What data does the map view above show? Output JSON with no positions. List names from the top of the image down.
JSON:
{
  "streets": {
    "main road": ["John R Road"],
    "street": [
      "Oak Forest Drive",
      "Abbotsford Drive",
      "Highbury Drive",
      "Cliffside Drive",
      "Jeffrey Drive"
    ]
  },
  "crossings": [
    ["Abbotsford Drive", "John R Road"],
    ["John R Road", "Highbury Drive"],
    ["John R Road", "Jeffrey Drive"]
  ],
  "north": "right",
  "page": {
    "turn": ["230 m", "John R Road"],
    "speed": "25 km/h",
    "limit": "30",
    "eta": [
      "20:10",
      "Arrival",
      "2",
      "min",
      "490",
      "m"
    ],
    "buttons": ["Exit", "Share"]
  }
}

————

Here, the records must be output exactly and in full.

What data does the map view above show? Output JSON with no positions. List names from the top of the image down.
JSON:
{
  "streets": {
    "main road": ["John R Road"],
    "street": [
      "Oak Forest Drive",
      "Abbotsford Drive",
      "Highbury Drive",
      "Cliffside Drive",
      "Jeffrey Drive"
    ]
  },
  "crossings": [
    ["Abbotsford Drive", "John R Road"],
    ["John R Road", "Highbury Drive"],
    ["John R Road", "Jeffrey Drive"]
  ],
  "north": "right",
  "page": {
    "turn": ["230 m", "John R Road"],
    "speed": "25 km/h",
    "limit": "30",
    "eta": [
      "20:10",
      "Arrival",
      "2",
      "min",
      "490",
      "m"
    ],
    "buttons": ["Exit", "Share"]
  }
}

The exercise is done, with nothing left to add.